Caregiver report of medication use, while less ideal than direct monitoring of medication, permitted national sampling of ASD-affected youths—a primary strength of this study. The cross-sectional nature of the design limits conclusions regarding the use of medication over time. Some studies have suggested increases over time in the rates of psychotropic medication use in ASD, particularly for antidepressants and antipsychotics (Aman et al. 2005
; Esbensen et al. 2009
). Additional waves of data from this study will be helpful for examining factors influencing the onset of new psychotropic medication use. These studies will substantially add to existing knowledge of medication use in ASD because most previous studies, including the present study, have only focused on any current medication use.
Importantly, analysis of demographic differences across study groups suggested a misclassification bias affecting the identification of ASD. This bias indicates that some individuals who likely have ASD were misclassified as having ADHD-only or other conditions.
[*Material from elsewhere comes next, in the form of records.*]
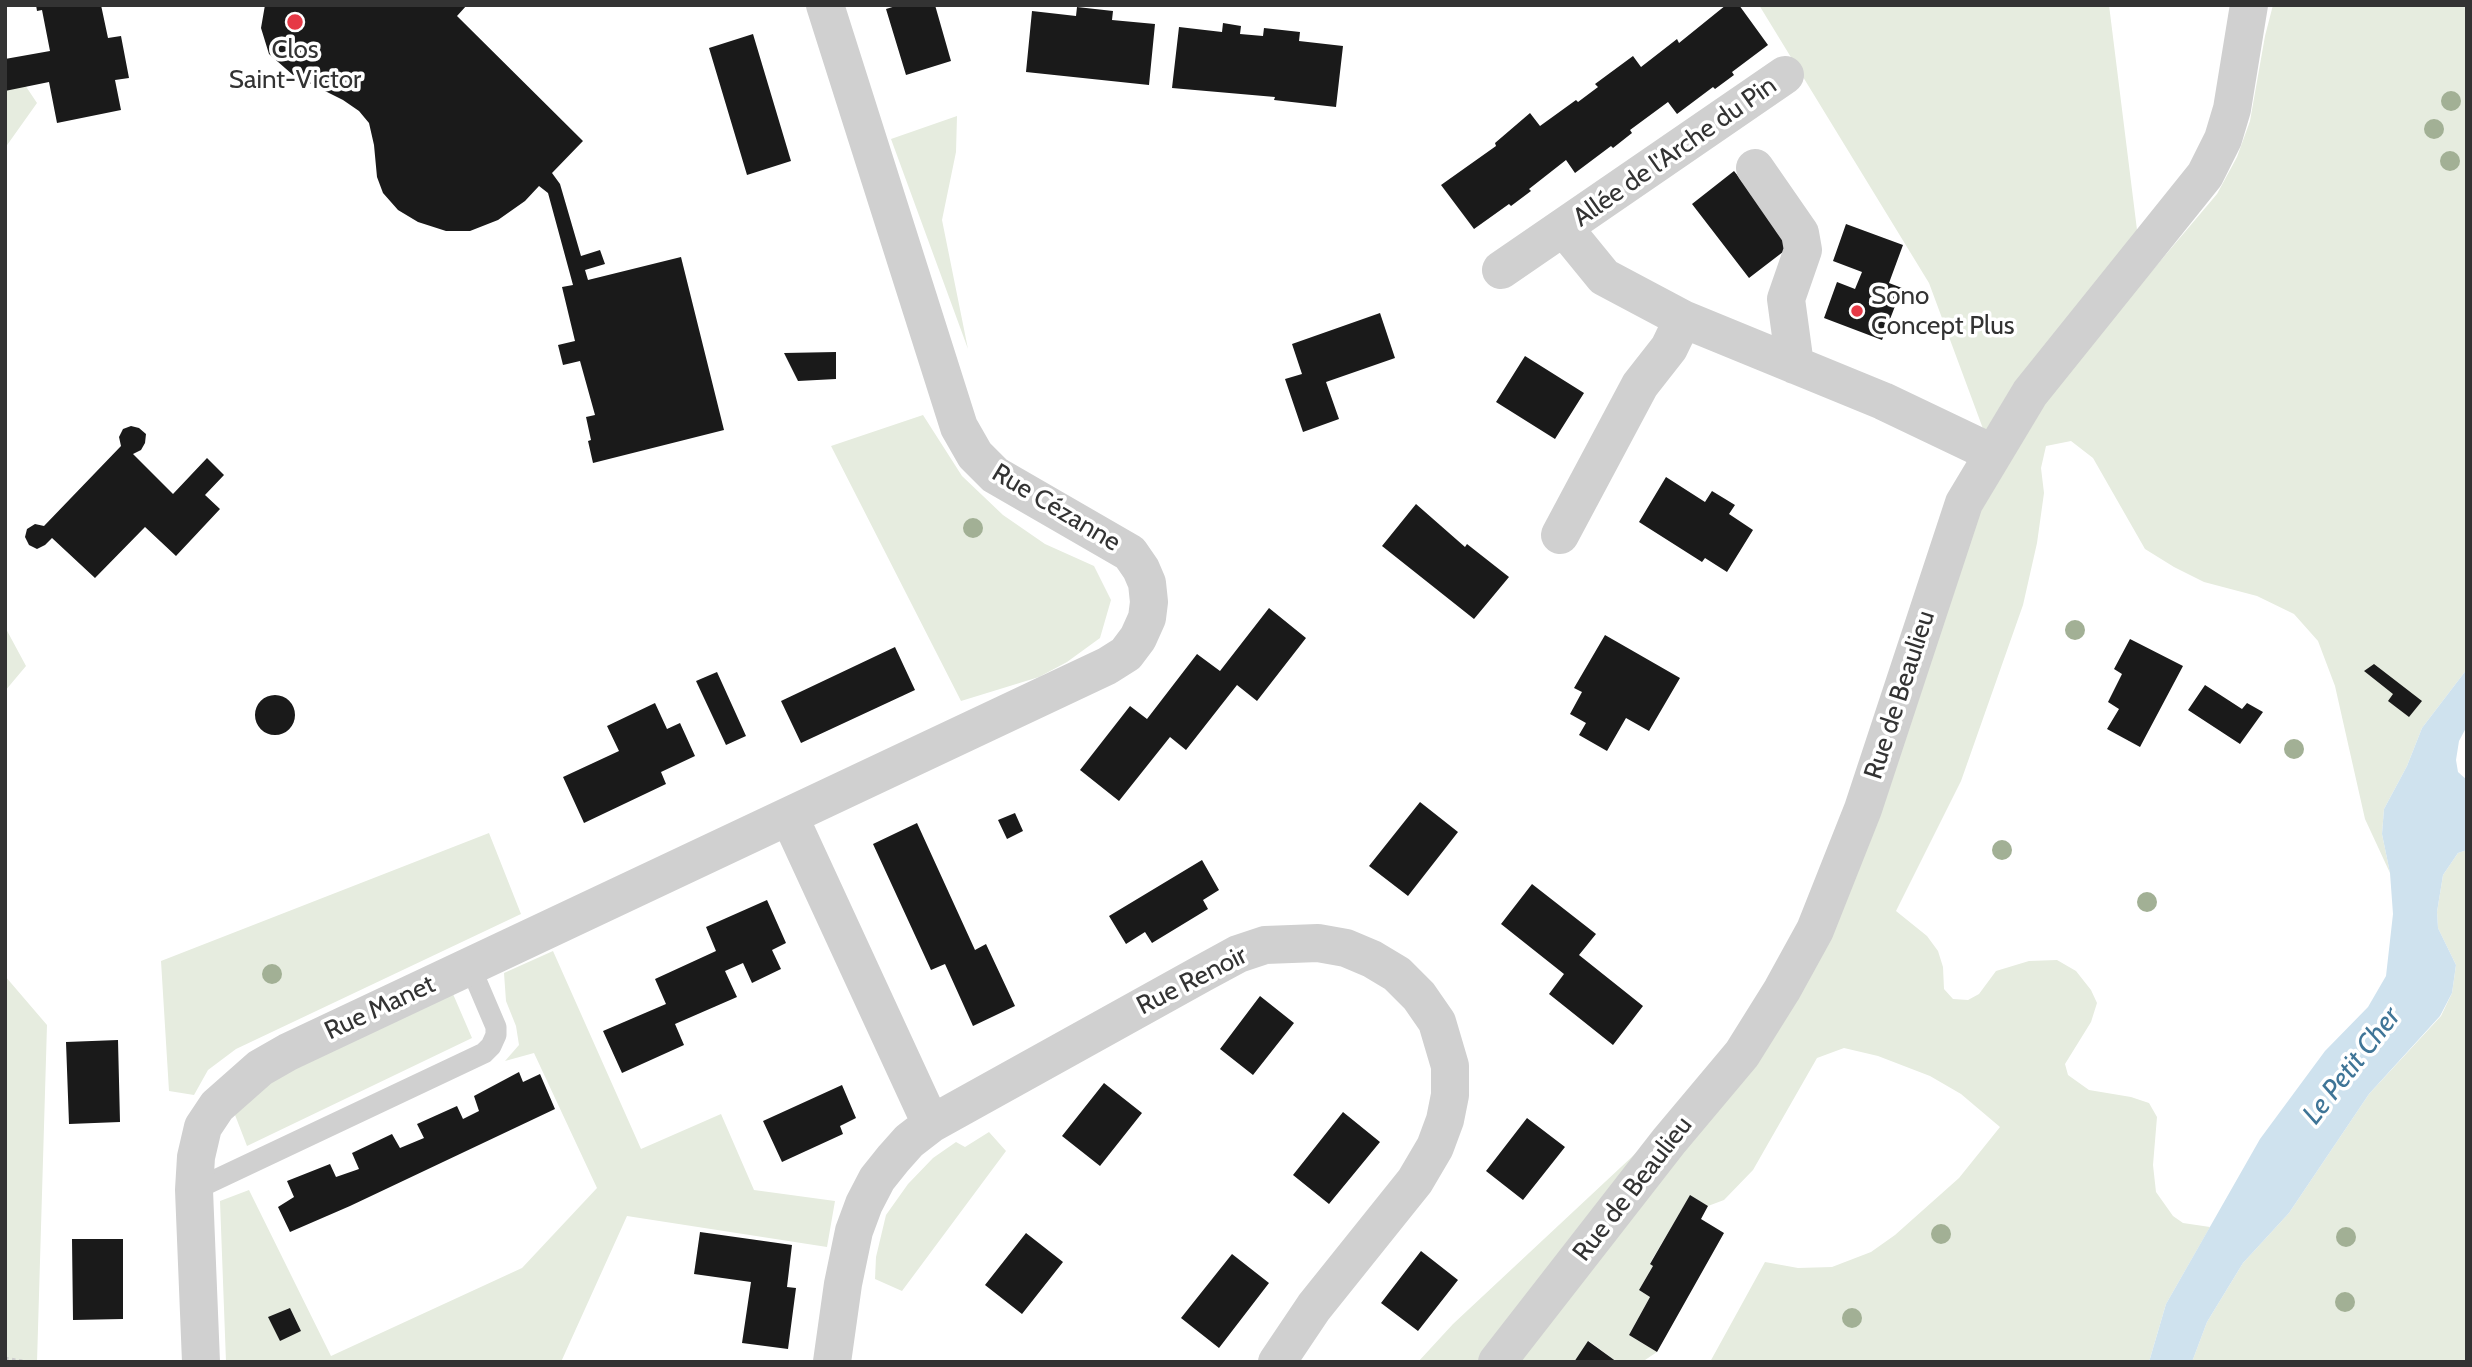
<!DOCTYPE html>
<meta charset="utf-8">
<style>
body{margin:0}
#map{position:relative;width:2472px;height:1367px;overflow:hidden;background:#fff;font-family:Cabin,sans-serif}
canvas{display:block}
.frame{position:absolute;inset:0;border:7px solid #333;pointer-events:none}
</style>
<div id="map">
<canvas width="2472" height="1367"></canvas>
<div class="frame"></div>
</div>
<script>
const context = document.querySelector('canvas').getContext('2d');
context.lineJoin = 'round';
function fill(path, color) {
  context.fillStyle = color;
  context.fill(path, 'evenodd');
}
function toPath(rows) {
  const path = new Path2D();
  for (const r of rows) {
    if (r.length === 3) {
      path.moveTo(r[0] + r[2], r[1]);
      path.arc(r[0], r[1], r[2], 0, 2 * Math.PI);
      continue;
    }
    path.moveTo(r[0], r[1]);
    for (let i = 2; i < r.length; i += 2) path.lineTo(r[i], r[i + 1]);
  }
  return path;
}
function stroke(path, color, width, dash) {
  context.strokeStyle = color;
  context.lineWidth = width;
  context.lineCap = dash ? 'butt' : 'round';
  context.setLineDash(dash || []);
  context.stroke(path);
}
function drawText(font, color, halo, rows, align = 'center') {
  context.font = font + ' Cabin,sans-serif';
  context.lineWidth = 7;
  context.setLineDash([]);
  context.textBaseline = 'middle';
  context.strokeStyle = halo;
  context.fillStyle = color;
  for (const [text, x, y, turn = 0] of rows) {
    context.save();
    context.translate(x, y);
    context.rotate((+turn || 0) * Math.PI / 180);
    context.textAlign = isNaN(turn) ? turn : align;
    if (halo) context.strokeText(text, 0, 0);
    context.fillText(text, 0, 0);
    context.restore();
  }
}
fill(toPath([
 [1759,5,2109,5,2140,254,2151,272,2217,194,2237,157,2250,121,2265,36,2273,5,2467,5,2467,669,2422,728,2407,766,2384,809,2382,834,2390,873,2365,819,2335,686,2318,641,2294,614,2257,596,2204,582,2174,567,2145,549,2093,458,2071,441,2046,446,2041,468,2044,493,2037,543,2023,605,1961,781,1896,911,1927,936,1938,951,1943,967,1944,989,1953,999,1968,1000,1979,994,1996,971,2029,961,2057,960,2076,971,2091,990,2097,1003,2091,1022,2065,1064,2068,1075,2089,1090,2131,1097,2149,1103,2157,1117,2153,1165,2156,1192,2173,1216,2183,1223,2210,1227,2166,1304,2149,1362,1710,1362,1765,1262,1798,1268,1832,1267,1871,1252,1895,1235,1959,1178,2000,1127,1961,1094,1930,1076,1878,1056,1844,1048,1817,1058,1753,1170,1724,1200,1708,1206,1690,1196,1650,1263,1653,1266,1639,1290,1650,1297,1629,1335,1657,1352,1642,1362,1617,1362,1589,1341,1574,1362,1418,1362,1453,1324,1742,1054,1782,990,1992,453,1929,283],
 [5,55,37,103,5,148],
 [957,116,956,152,942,220,968,349,891,139],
 [923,415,962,476,1003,515,1045,544,1094,566,1111,600,1100,638,1067,662,1039,677,961,701,831,446],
 [5,627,26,666,5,691],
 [489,833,521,914,236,1049,208,1070,194,1095,169,1091,161,961],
 [2467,850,2467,1362,2192,1362,2207,1322,2243,1263,2289,1213,2369,1094,2441,1016,2452,993,2456,965,2438,928,2437,912,2443,875,2458,853],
 [553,951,641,1149,721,1114,754,1190,835,1201,827,1247,627,1216,561,1362,226,1362,220,1201,249,1190,331,1356,522,1268,597,1188,534,1053,505,1061,519,1045,516,1026,506,1001,504,973],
 [5,976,47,1025,37,1362,5,1362],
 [453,994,472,1038,247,1146,235,1115,274,1078],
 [989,1132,1006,1151,902,1291,875,1279,876,1257,886,1215,908,1184,933,1158,956,1142,965,1147]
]), '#e6ecdf');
fill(toPath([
 [2467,669,2467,726,2459,741,2456,760,2458,772,2467,780,2467,850,2458,853,2443,875,2437,912,2438,928,2456,965,2452,993,2440,1016,2369,1094,2289,1213,2243,1263,2207,1322,2192,1362,2149,1362,2166,1304,2260,1139,2325,1051,2368,1007,2386,976,2393,914,2390,873,2382,834,2384,809,2407,766,2422,728]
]), '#cfe2ee');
fill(toPath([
 [36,5,101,5,108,38,121,36,129,78,115,80,121,110,57,123,49,82,5,91,5,59,50,51,42,10,37,11],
 [265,5,467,5,457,16,583,141,552,173,560,184,581,256,600,250,605,264,585,270,588,280,681,257,724,430,593,463,588,441,591,440,586,417,595,415,580,361,563,365,558,345,575,341,562,287,573,285,548,193,539,186,525,201,498,220,470,231,446,231,418,222,398,210,383,193,377,177,374,145,369,123,359,111,343,100,293,75,269,54,261,28],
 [899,5,935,5,951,61,906,75,886,9],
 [1726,5,1739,5,1768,45,1732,72,1734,75,1715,89,1713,87,1677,114,1668,102,1630,130,1632,133,1613,148,1611,146,1575,173,1566,160,1529,189,1531,191,1511,206,1509,204,1474,229,1441,185,1496,146,1495,143,1530,113,1540,126,1576,100,1578,102,1598,87,1595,84,1633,56,1641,67,1677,39,1679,43],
 [1077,7,1113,11,1112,20,1155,24,1149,85,1026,72,1032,11,1076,16],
 [1223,23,1241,26,1240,34,1263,36,1264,28,1300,32,1299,41,1343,46,1336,107,1274,100,1275,97,1172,88,1179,27,1222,32],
 [753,34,791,161,747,175,709,48],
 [1734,171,1792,245,1749,278,1692,204],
 [1846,224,1903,245,1889,283,1902,288,1882,340,1824,318,1837,282,1855,289,1862,272,1833,261],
 [1380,313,1395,358,1326,382,1339,419,1303,432,1285,379,1302,374,1292,344],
 [836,352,836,379,798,381,784,353],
 [1525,356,1584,393,1555,439,1496,402],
 [131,426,139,428,146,434,145,443,141,450,133,454,173,494,207,458,224,475,205,495,220,509,176,556,145,527,95,578,52,538,45,545,37,549,29,545,25,537,27,529,35,524,44,526,121,446,119,437,123,429],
 [1666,477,1705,502,1712,491,1735,505,1729,514,1753,530,1727,572,1705,558,1702,562,1639,522],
 [1416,504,1465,547,1467,544,1509,577,1474,619,1382,546],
 [1269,608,1306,638,1257,701,1237,685,1186,750,1170,737,1119,801,1080,770,1130,706,1147,719,1197,654,1220,671],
 [1605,635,1680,678,1649,731,1626,718,1607,751,1579,735,1586,723,1570,714,1582,692,1574,688],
 [2130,639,2183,666,2140,747,2107,729,2119,709,2108,702,2122,674,2114,669],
 [895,647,915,690,801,743,781,701],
 [2374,664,2422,701,2409,717,2388,701,2393,694,2364,671],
 [717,672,746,736,726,745,696,681],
 [2205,685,2242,709,2247,703,2263,712,2240,744,2188,710],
 [275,715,20],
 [655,703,667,729,680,723,695,756,661,772,666,784,584,823,563,777,619,751,607,726],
 [1420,802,1458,832,1408,896,1369,866],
 [1015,813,1023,831,1007,839,998,820],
 [917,823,975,950,986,944,1015,1006,973,1026,945,964,931,970,873,844],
 [1202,860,1219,890,1203,900,1208,909,1152,943,1145,932,1126,944,1109,916],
 [1532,884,1596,934,1579,955,1643,1006,1613,1045,1549,994,1564,974,1501,924],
 [767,900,786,943,772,950,781,969,752,983,743,963,725,971,737,997,675,1024,684,1045,622,1073,603,1031,666,1004,655,979,716,951,706,927],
 [1260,996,1294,1023,1253,1075,1220,1049],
 [118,1040,120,1122,69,1124,66,1042],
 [519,1072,523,1082,540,1074,555,1109,350,1206,290,1232,278,1207,294,1197,287,1181,330,1164,336,1177,359,1169,352,1153,392,1134,400,1148,424,1138,417,1124,457,1106,463,1119,479,1111,474,1096],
 [1104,1083,1142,1113,1100,1166,1062,1136],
 [842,1085,856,1118,840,1126,843,1134,782,1162,763,1121],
 [1343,1112,1380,1142,1329,1204,1293,1175],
 [1527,1118,1565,1147,1523,1200,1486,1171],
 [1690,1195,1708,1206,1701,1219,1724,1233,1657,1352,1629,1335,1650,1297,1639,1290,1653,1266,1650,1264],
 [700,1232,792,1245,787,1287,796,1288,788,1349,742,1343,751,1282,694,1274],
 [1026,1233,1063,1262,1022,1314,985,1285],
 [72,1239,123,1239,123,1319,73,1320],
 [1421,1251,1458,1280,1418,1331,1381,1303],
 [1232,1254,1269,1283,1219,1348,1181,1318],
 [290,1308,301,1331,280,1341,268,1317],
 [1588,1341,1617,1362,1574,1362]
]), '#1a1a1a');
stroke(toPath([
 [5,1359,24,1362]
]), '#cdcdcd', 4.5, [3.5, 3.5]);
stroke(toPath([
 [194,1190,484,1053,491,1046,496,1035,496,1027,470,966]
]), '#d0d0d0', 21);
stroke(toPath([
 [1755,168,1800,233,1803,250,1786,299,1795,365],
 [1564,228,1604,277,1683,319,1883,401,1992,453],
 [1501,270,1785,75],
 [1560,535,1640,385,1669,348,1683,319],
 [789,816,931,1124,1203,973,1238,954,1265,945,1318,943,1346,948,1372,959,1397,974,1419,996,1437,1022,1450,1066,1450,1095,1445,1120,1435,1147,1415,1181,1314,1307,1277,1362],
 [201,1362,194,1190,196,1157,203,1127,217,1106,260,1068,288,1052,1107,666,1126,654,1138,638,1147,618,1149,602,1147,583,1141,569,1130,553,995,475,975,455,959,427,825,5],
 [832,1362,843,1284,854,1231,864,1204,877,1179,893,1159,909,1141,931,1124]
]), '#d0d0d0', 38);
stroke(toPath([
 [1497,1362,1669,1141,1742,1054,1782,990,1815,930,1863,809,1964,503,2030,393,2205,175,2223,139,2232,109,2249,5]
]), '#d0d0d0', 38);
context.fillStyle = '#a2b095';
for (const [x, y] of [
 [2451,101],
 [2434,129],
 [2450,161],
 [973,528],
 [2075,630],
 [2294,749],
 [2002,850],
 [2147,902],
 [272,974],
 [1941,1234],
 [2346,1237],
 [2345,1302],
 [1852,1318]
]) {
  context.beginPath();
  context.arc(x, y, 10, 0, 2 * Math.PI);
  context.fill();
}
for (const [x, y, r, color] of [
 [295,22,9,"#e63946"],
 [1857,311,7,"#e63946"]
]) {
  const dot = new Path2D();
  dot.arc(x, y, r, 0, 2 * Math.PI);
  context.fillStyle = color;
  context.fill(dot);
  stroke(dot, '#fff', 2.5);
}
drawText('26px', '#333', '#fff', [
 ["Clos",295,50],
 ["Saint-Victor",295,80],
 ["Sono",1871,296,"left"],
 ["Concept Plus",1871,326,"left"]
]);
drawText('26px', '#333', '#fff', [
 ["Allée de l'Arche du Pin",1675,152,-35],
 ["Rue Cézanne",1056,508,31],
 ["Rue de Beaulieu",1900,695,-72],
 ["Rue Renoir",1192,981,-27],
 ["Rue Manet",380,1008,-25],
 ["Rue de Beaulieu",1633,1189,-52]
]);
drawText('italic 28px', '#3f7597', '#fff', [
 ["Le Petit Cher",2352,1066,-52]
]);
</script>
Specifically, youths from rural regions, with less educated caregivers, and who had public/nonprivate insurance were less likely to receive an ASD diagnosis relative to an ADHD diagnosis. Fortunately, this misclassification bias should serve to reduce group differences, resulting in an under-estimate of effects. The implications of this bias are that nonsignificant findings may simply be due to misclassification of ASD and ADHD groups rather than truly non-significant results. Coupling this bias with reduced classification precision (resulting from the use of caregiver reports of ADHD and educational classifications of ASD instead of clinical psychiatric diagnoses) suggests that significant results are likely to be of even greater magnitude than estimated by the present study.